PROBLEM REQUIREMENTS -
From the entries that follow, report every line in which "block" occurs.

DATA FOR THE TASK -
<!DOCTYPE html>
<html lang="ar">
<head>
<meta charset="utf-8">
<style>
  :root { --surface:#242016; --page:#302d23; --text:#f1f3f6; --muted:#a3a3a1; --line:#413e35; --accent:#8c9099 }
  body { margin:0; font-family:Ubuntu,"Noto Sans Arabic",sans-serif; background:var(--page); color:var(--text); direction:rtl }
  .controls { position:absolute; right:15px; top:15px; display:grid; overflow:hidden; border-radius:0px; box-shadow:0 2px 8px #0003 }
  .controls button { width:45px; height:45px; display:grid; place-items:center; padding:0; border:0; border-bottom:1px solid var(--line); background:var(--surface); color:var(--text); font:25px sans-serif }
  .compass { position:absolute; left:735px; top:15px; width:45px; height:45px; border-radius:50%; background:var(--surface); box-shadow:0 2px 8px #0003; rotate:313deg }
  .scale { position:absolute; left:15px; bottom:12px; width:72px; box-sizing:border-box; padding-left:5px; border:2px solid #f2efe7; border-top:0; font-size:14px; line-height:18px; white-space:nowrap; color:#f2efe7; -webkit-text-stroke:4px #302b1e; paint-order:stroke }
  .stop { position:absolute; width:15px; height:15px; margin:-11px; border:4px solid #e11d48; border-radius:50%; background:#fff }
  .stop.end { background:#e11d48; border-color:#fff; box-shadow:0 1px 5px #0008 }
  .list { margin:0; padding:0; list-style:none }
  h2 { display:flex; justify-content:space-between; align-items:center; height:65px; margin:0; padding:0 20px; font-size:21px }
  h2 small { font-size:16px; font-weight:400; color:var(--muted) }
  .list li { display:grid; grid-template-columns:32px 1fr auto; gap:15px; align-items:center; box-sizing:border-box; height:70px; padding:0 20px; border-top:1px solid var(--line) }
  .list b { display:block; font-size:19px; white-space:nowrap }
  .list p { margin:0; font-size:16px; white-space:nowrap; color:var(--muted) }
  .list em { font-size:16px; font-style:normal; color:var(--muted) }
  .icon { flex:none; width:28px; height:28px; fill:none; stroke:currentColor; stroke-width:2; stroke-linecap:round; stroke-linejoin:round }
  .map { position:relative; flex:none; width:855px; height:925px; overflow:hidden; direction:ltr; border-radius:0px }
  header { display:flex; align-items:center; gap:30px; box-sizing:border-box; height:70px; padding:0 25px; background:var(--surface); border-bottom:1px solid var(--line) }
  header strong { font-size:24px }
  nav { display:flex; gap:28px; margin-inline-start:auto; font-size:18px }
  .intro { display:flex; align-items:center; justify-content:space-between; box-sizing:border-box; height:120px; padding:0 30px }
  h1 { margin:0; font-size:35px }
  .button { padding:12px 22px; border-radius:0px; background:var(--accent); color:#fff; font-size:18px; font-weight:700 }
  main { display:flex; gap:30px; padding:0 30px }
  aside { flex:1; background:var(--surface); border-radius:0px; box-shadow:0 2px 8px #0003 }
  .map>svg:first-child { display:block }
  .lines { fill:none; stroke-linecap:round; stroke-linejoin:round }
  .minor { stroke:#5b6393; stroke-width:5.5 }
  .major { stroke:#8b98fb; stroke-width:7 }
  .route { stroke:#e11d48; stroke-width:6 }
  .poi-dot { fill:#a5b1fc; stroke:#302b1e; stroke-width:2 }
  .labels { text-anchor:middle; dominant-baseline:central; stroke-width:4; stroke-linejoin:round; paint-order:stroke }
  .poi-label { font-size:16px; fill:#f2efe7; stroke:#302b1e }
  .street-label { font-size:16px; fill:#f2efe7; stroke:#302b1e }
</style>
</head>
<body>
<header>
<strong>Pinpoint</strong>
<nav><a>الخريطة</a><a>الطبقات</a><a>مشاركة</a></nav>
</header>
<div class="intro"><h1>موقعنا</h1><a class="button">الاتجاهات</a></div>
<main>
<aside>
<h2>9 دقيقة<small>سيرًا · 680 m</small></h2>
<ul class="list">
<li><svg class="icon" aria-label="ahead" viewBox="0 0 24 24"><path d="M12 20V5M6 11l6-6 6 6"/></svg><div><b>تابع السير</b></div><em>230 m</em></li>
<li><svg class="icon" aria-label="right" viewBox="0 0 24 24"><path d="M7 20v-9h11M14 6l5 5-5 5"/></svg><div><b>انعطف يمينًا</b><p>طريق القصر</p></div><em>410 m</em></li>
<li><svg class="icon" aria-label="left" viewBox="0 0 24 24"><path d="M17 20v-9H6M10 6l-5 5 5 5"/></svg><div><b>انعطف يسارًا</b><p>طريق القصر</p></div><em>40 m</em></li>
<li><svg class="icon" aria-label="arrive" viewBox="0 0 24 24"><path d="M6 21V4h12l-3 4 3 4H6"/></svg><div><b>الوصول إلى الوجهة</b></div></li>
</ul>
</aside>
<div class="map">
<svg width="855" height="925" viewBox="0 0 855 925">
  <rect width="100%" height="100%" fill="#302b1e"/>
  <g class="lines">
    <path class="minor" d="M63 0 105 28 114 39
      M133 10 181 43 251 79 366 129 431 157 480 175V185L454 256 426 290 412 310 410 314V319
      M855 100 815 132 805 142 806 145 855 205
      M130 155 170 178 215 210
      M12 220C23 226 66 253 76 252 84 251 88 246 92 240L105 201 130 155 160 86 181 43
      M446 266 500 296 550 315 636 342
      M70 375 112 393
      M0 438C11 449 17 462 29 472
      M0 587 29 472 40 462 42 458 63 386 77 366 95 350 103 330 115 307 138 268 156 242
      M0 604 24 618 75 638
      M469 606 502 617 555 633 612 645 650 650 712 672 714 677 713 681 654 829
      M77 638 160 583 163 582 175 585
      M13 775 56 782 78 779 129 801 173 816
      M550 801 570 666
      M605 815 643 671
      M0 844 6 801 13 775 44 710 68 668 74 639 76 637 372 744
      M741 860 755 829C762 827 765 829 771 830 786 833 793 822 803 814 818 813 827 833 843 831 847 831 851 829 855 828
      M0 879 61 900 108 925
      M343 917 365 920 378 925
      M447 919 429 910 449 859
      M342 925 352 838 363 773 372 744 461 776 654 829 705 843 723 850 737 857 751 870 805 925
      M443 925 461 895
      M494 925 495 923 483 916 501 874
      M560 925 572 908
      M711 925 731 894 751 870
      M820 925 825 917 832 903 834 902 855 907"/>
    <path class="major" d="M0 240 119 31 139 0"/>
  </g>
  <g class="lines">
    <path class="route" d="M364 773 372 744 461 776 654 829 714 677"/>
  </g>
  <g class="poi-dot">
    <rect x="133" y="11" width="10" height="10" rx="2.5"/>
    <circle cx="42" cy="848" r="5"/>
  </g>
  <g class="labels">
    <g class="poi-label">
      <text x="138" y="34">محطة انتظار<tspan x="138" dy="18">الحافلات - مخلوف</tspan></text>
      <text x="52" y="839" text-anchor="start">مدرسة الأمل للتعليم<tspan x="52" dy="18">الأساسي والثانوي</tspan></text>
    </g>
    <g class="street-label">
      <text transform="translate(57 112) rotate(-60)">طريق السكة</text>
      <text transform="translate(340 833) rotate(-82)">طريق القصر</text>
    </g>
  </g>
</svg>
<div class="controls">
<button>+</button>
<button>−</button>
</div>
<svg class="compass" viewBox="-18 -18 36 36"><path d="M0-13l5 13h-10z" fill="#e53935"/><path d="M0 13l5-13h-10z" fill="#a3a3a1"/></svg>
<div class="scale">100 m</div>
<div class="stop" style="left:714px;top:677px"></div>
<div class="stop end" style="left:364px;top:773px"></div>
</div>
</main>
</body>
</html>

RESPONSE BELOW -
  .list b { display:block; font-size:19px; white-space:nowrap }
  .map>svg:first-child { display:block }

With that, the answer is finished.